Di setiap kabinet, sejak era Soekarno hingga saat ini, bisa dibilang selalu ada orang Minangkabau di dalamnya. Tokoh-tokoh di bidang pendidikan, sastra, akademik, budaya, agama, iptek, politik, kewanitaan, kesehatan, jurnalistik dan lainnya terus bermunculan. Bahkan dengan adanya internet dan media sosial, nama mereka semakin dikenal luas. Sayangnya, belum ada sumber resmi yang mempublikasikan siapa saja yang disebut atau masuk kategori tokoh nasional. Yang baru ada adalah klaim sepihak tentang mereka yang bisa disebut sebagai tokoh nasional.
Warga asal Minangkabau maupun yang besar di rantau juga terbukti selama ini bisa hidup berdampingan dengan masyarakat lainnya di rantau. Belum pernah ada setahu saya muncul konflik atau masalah antara warga asal Minangkabau dengan masyarakat etnis lainnya. Ini karena orang Minangkabau adalah orang yang rasional, toleran dan demokratis.
Maka, dengan tersebarnya warga asal Minangkabau di berbagai daerah dan mampu hidup rukun tidak perlu lagi dipertanyakan loyalitasnya kepada NKRI, Pancasila dan kebhinekaan. Karena apa yang sudah dilakukan sudah menunjukkan kecintaan kepada NKRI, mengamalkan Pancasila dan Bhineka Tunggal Ika.
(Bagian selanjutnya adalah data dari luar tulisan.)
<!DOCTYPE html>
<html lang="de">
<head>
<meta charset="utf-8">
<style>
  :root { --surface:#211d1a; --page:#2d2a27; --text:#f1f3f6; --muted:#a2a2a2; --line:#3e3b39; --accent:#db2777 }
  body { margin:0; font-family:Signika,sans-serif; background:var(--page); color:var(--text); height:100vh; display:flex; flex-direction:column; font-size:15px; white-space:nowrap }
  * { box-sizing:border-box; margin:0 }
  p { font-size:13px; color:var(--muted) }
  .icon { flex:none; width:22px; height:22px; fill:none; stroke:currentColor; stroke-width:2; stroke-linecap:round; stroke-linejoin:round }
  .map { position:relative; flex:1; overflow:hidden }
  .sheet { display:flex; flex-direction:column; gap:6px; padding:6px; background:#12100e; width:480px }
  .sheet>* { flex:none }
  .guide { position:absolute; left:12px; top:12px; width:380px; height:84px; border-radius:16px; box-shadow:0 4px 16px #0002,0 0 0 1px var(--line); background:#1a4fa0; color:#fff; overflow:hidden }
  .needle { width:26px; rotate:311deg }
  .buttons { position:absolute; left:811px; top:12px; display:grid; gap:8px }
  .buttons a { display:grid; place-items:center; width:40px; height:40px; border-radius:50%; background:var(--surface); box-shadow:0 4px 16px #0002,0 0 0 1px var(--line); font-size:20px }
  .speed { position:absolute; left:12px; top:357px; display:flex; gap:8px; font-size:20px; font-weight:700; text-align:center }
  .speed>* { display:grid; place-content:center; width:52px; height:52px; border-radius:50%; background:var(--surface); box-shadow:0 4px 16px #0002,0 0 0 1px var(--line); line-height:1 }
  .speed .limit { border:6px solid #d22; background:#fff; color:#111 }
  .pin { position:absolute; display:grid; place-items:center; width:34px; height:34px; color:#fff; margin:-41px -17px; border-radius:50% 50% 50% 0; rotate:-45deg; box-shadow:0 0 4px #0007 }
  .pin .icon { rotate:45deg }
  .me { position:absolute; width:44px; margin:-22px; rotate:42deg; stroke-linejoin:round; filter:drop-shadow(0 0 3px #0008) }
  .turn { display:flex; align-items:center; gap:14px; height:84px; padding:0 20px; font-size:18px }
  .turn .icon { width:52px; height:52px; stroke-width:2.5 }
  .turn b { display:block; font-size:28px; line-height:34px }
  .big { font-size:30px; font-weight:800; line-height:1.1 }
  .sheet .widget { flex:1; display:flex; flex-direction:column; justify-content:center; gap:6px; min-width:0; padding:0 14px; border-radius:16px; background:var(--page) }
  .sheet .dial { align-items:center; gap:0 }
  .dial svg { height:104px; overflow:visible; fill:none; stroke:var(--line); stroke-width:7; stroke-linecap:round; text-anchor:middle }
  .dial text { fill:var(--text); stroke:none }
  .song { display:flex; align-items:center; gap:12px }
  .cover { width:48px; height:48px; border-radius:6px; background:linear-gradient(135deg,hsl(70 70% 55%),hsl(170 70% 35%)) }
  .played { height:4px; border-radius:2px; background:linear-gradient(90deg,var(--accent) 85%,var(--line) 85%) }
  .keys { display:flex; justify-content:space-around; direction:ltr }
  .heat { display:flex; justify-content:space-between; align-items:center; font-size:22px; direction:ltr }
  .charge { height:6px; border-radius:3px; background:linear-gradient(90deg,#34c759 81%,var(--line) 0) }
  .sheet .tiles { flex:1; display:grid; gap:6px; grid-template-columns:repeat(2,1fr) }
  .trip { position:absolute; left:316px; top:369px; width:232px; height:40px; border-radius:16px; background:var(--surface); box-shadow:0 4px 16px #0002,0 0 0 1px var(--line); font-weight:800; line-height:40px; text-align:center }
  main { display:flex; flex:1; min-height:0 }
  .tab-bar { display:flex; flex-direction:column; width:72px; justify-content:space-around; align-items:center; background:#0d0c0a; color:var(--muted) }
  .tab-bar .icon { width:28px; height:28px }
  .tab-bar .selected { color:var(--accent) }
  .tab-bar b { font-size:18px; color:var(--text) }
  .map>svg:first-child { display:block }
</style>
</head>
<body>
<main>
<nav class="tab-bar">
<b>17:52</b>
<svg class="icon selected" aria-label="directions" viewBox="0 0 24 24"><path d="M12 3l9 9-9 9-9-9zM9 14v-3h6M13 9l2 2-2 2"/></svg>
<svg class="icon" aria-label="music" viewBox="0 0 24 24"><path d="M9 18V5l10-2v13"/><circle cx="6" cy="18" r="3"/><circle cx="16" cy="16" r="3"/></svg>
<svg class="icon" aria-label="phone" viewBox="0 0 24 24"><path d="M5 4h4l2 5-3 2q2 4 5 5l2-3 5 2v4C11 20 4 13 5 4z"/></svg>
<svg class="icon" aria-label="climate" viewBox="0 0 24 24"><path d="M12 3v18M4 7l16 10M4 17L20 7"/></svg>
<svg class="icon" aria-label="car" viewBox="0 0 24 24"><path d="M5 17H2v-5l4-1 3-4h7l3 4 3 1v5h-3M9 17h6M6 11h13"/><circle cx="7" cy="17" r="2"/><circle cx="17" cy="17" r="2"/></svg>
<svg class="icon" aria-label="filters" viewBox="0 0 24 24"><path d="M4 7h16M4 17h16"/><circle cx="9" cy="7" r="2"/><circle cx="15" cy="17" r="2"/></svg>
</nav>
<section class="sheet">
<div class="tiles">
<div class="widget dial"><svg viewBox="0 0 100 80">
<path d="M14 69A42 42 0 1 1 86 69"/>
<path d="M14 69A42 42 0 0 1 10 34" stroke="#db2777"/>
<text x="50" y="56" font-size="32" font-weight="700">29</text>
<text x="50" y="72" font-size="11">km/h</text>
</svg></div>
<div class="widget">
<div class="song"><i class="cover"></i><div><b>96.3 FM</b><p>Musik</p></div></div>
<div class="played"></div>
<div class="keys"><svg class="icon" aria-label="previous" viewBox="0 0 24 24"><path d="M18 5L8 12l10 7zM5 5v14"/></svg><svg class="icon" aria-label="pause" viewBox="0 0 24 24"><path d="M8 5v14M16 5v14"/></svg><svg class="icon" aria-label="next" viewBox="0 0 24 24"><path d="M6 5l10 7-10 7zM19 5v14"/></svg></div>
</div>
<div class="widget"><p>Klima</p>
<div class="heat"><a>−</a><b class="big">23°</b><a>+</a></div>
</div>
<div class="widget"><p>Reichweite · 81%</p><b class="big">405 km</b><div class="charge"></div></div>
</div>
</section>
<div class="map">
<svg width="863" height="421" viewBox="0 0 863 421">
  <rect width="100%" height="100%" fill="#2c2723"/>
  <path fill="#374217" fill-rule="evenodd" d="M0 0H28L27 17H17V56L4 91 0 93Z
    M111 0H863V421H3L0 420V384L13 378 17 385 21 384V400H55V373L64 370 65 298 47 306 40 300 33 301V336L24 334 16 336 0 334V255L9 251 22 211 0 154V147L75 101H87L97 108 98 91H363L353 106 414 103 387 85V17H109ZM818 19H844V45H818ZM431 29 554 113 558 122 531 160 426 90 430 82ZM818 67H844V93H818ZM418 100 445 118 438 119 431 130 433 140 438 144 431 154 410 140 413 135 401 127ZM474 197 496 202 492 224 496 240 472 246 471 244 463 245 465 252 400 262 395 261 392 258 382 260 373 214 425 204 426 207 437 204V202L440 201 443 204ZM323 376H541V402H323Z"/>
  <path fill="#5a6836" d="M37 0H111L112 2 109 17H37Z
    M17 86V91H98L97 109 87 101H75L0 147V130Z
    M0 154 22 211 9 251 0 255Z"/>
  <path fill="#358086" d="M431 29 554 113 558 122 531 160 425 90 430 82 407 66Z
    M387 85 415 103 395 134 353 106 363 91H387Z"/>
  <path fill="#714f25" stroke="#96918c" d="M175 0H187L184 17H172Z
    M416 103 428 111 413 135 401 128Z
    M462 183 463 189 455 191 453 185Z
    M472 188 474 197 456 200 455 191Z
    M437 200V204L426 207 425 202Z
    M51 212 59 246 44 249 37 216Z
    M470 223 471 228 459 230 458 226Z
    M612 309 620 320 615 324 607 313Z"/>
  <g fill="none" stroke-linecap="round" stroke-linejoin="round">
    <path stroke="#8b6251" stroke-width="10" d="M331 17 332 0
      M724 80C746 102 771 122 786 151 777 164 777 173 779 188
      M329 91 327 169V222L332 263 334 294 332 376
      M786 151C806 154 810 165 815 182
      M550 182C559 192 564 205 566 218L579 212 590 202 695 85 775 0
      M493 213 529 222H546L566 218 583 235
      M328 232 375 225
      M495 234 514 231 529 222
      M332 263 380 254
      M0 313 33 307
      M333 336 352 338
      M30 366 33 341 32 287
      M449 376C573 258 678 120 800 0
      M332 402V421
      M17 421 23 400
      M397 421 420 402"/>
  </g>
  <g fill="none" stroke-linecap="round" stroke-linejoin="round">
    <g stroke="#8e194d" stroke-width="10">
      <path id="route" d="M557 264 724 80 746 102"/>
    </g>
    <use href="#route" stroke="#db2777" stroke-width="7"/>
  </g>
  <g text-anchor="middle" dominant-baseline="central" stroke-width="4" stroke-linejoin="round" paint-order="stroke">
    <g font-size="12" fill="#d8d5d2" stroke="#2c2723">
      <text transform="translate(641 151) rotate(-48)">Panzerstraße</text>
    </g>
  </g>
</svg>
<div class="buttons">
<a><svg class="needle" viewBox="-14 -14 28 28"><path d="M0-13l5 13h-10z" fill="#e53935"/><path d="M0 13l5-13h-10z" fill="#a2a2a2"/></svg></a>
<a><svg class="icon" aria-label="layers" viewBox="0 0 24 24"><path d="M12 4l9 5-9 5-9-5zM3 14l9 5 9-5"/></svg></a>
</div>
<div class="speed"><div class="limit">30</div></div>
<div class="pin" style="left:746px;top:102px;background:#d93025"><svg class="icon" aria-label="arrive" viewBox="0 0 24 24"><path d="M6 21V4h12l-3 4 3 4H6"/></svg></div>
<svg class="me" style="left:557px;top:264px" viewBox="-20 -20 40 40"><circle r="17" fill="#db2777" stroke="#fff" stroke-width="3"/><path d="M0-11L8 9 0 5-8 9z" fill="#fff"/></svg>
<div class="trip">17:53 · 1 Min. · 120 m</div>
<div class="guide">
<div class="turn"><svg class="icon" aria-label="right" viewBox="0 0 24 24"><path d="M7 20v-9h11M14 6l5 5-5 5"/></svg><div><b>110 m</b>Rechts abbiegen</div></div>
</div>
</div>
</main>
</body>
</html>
Beragam suku bangsa, bahasa dan budaya adalah kekayaan bangsa Indonesia. Adanya Daerah Istimewa Aceh, Daerah Istimewa Yogyakarta, Otonomi Khusus Papua, yang memiliki keistimewaan dan kekhususan, tidak menjadikan semua daerah ingin seperti ketiga provinsi tersebut. Karena yang terpenting adalah saling menghargai dan menghormati perbedaan yang ada. Mempersoalkan perbedaan tidak ada habisnya dan berpotensi memunculkan konflik, termasuk konflik bernuansa SARA.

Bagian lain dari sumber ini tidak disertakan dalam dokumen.